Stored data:
+ + +

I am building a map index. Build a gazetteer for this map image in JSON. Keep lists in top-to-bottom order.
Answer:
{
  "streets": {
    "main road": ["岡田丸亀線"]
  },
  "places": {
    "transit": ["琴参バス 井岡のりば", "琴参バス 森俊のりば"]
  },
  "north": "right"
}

+ + +

- _Problem description_:
Every line above should be output exactly as it stands.

- _Result of this task_:
I am building a map index. Build a gazetteer for this map image in JSON. Keep lists in top-to-bottom order.
Answer:
{
  "streets": {
    "main road": ["岡田丸亀線"]
  },
  "places": {
    "transit": ["琴参バス 井岡のりば", "琴参バス 森俊のりば"]
  },
  "north": "right"
}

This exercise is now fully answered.